RECORDS FOR THIS EXERCISE Block Start
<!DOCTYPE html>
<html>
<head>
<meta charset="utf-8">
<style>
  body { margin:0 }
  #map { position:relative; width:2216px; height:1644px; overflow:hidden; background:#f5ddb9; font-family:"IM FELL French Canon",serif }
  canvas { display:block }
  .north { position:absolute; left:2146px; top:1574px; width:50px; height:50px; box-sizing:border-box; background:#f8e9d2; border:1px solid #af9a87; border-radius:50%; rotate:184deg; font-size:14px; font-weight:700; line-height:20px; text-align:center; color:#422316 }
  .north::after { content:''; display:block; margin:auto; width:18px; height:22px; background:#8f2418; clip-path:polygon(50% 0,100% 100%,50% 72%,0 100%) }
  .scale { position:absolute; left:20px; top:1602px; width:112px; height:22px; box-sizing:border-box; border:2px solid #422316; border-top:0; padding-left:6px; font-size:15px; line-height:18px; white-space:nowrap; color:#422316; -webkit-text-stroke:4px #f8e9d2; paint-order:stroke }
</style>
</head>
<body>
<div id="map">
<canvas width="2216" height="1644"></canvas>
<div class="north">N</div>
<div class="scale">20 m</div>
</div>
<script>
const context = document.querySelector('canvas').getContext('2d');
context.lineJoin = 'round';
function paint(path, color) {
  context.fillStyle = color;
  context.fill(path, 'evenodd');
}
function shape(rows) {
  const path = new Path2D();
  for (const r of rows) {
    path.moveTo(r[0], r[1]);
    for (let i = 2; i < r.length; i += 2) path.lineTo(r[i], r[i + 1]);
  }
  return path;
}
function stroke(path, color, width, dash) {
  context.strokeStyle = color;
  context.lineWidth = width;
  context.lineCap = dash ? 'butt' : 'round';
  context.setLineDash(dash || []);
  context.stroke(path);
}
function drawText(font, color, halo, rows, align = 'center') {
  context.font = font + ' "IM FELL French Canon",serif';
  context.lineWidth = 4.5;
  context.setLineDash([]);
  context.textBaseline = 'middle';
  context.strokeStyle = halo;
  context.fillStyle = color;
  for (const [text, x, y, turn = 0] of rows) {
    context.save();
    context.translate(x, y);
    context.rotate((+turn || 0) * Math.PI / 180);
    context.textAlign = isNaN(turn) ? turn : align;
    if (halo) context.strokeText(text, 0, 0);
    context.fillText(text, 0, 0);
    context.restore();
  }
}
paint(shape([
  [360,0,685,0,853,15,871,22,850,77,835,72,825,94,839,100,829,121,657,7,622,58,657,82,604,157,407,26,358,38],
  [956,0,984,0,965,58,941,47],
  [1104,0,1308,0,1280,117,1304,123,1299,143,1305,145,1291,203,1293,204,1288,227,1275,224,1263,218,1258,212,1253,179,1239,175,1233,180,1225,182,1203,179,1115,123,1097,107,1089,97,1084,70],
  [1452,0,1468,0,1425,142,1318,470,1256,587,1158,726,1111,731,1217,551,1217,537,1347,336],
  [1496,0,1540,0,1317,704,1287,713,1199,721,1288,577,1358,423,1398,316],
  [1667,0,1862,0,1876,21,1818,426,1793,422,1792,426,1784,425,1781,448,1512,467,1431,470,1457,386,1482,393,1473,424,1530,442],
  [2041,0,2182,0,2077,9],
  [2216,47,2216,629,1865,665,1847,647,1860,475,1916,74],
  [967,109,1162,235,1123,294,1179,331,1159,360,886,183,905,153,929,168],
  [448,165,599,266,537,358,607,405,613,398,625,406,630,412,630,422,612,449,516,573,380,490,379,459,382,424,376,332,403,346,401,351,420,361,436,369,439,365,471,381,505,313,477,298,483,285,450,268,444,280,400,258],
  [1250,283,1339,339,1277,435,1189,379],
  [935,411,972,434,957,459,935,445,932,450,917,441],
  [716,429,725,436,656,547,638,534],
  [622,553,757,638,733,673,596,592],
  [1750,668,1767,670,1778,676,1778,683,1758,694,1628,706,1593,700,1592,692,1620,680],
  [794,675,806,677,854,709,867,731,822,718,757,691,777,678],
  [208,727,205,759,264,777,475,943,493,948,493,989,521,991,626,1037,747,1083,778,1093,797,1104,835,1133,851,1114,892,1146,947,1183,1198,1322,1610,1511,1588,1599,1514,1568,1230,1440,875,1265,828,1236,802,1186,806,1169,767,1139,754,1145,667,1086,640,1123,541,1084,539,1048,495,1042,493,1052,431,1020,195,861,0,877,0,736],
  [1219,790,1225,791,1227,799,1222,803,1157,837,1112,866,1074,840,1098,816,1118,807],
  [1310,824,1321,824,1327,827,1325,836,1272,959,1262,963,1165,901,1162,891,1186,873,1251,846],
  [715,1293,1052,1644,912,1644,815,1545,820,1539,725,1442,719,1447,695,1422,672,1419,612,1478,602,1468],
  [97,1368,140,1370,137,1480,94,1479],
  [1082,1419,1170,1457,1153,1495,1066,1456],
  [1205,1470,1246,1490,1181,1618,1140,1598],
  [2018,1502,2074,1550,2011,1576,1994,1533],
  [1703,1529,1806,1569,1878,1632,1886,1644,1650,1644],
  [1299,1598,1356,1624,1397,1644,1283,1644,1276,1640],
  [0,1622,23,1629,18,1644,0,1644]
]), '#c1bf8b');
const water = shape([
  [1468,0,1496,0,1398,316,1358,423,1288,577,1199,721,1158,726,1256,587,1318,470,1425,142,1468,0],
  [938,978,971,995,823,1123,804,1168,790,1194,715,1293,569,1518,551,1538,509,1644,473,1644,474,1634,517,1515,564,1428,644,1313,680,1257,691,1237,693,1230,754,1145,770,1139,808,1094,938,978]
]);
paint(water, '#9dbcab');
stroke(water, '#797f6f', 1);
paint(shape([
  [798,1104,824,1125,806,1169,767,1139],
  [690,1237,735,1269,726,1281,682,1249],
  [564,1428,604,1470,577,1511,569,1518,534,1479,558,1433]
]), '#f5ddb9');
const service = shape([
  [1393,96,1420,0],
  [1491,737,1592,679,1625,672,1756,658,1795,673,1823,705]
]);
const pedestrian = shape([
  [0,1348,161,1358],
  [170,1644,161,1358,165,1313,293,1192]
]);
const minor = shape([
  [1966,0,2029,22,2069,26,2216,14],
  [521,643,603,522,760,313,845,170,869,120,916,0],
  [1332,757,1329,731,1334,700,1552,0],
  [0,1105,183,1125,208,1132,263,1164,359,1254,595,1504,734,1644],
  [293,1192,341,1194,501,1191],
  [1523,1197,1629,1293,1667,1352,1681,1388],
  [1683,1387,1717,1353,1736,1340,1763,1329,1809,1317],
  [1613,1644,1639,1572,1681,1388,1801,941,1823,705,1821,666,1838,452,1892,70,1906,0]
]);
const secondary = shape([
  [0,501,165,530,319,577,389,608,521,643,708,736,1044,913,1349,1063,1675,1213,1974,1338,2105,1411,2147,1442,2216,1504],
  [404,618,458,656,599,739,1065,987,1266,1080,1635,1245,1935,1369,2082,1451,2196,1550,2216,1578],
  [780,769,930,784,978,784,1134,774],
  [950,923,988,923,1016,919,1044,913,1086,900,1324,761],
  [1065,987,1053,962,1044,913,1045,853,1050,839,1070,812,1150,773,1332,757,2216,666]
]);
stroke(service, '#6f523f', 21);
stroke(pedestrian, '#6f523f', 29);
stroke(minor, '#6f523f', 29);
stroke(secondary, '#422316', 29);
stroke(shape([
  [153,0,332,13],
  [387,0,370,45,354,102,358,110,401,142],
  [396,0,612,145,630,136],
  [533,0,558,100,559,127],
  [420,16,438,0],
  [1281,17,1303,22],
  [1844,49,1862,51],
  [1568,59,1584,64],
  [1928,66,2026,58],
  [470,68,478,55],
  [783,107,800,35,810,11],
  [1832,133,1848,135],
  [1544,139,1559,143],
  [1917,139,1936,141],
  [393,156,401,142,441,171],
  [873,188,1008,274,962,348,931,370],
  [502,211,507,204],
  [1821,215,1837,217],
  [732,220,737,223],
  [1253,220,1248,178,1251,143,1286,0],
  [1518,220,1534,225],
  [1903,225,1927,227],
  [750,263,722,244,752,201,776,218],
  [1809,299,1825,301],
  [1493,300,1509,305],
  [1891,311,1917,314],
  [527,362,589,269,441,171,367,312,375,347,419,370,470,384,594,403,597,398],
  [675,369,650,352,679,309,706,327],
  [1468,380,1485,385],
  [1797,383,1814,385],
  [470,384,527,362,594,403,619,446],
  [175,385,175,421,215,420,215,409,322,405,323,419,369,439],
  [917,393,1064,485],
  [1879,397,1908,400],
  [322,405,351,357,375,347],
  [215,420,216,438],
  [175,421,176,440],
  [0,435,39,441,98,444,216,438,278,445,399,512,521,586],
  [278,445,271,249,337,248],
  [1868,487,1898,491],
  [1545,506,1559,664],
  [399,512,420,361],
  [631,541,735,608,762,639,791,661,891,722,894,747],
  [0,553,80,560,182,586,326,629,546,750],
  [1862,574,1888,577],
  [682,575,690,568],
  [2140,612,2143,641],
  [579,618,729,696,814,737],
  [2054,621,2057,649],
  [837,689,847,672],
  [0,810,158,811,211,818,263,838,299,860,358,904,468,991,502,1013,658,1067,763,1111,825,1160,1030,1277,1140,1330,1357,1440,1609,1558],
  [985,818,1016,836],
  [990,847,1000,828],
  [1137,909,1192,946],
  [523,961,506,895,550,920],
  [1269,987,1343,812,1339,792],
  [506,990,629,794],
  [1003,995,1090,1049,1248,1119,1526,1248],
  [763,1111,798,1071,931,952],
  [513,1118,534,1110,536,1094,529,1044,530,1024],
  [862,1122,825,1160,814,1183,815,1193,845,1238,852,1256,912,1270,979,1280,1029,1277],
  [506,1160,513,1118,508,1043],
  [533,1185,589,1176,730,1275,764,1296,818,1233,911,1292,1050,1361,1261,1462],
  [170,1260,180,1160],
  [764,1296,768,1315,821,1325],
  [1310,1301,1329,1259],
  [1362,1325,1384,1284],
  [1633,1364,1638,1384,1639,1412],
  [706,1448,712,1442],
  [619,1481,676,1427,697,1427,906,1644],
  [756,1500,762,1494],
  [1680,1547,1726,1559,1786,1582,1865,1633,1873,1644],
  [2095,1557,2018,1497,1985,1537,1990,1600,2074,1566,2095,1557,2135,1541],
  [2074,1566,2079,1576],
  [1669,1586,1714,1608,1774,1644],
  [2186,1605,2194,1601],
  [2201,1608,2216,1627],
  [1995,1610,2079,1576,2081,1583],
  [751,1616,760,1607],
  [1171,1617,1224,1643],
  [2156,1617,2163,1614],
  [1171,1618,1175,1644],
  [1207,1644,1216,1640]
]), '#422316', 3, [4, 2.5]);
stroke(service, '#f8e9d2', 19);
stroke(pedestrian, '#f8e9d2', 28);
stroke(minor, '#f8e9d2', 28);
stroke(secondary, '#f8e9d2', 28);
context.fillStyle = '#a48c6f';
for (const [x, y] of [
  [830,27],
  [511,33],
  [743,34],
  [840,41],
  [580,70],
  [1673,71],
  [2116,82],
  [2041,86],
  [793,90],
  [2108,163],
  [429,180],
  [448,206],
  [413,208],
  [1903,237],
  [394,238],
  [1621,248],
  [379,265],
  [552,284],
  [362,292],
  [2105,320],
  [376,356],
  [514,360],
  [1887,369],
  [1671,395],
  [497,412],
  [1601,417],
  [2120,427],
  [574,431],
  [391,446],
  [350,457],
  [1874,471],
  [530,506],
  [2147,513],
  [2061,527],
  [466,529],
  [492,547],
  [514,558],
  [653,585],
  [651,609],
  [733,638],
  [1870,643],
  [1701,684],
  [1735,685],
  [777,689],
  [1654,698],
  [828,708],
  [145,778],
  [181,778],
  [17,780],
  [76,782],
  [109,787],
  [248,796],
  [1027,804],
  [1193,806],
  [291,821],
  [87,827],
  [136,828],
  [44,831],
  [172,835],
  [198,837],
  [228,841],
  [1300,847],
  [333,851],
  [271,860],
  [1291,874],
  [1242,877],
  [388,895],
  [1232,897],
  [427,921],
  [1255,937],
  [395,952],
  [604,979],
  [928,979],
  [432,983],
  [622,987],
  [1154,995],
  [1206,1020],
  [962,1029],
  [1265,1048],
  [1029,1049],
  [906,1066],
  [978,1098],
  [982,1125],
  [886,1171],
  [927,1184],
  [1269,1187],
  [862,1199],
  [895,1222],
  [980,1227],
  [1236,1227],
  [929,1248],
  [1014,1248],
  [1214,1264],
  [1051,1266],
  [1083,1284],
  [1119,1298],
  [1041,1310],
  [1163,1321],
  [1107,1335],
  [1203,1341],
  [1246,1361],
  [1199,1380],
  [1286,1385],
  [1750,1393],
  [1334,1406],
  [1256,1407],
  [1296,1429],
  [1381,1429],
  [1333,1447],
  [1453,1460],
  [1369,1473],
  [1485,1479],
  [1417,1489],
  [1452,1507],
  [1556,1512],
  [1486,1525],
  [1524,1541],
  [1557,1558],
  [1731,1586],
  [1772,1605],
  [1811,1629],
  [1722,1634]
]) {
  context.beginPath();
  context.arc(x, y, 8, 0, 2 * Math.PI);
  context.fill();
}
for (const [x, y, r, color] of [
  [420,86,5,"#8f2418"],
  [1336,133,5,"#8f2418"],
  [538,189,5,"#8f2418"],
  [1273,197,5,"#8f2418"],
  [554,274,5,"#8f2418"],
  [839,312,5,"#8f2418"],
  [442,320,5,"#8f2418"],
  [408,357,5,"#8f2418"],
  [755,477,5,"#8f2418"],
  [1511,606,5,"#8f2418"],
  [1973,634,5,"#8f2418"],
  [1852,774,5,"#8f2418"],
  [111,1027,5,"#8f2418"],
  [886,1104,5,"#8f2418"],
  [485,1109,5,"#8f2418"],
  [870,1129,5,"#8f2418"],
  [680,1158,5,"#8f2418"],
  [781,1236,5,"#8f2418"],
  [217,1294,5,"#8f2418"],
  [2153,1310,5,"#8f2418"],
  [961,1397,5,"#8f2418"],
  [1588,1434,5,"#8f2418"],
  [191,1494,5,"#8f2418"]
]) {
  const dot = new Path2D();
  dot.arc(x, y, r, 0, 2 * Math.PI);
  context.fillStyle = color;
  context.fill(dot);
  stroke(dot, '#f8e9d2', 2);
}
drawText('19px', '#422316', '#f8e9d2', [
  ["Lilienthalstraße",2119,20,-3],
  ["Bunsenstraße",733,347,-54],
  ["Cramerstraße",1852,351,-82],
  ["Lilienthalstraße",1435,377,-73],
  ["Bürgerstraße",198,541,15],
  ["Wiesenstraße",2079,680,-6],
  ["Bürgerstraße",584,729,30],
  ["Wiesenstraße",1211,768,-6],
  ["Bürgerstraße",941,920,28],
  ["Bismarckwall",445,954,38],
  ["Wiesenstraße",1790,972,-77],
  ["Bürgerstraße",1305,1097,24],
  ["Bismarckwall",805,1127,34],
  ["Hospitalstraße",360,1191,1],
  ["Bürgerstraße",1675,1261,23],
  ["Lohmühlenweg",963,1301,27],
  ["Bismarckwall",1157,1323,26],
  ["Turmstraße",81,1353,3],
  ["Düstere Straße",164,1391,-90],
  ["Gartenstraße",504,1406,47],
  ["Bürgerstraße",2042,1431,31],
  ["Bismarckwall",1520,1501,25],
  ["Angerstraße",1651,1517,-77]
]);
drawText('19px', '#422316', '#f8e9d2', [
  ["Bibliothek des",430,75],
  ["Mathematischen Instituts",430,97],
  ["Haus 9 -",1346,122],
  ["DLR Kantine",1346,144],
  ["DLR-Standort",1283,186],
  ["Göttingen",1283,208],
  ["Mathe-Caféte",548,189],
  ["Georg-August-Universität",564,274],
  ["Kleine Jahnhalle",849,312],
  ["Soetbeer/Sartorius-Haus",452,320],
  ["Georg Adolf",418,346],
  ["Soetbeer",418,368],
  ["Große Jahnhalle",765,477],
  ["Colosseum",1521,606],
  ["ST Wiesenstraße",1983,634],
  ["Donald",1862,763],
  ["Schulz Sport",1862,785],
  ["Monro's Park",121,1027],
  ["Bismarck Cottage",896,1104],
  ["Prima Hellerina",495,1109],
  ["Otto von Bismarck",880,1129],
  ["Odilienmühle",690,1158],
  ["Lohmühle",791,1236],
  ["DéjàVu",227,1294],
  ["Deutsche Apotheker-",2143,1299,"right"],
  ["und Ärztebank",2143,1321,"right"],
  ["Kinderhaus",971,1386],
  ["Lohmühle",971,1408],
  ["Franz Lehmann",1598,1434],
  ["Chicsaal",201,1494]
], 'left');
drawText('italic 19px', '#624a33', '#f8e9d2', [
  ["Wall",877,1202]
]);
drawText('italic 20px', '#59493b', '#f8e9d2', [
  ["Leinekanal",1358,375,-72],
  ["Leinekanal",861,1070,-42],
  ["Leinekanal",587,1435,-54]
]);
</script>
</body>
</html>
RECORDS FOR THIS EXERCISE Block End
• THE PROBLEM: From the records, copy out each line that includes the string "rows".

• ANSWER TO THIS PROBLEM:
function shape(rows) {
  for (const r of rows) {
function drawText(font, color, halo, rows, align = 'center') {
  for (const [text, x, y, turn = 0] of rows) {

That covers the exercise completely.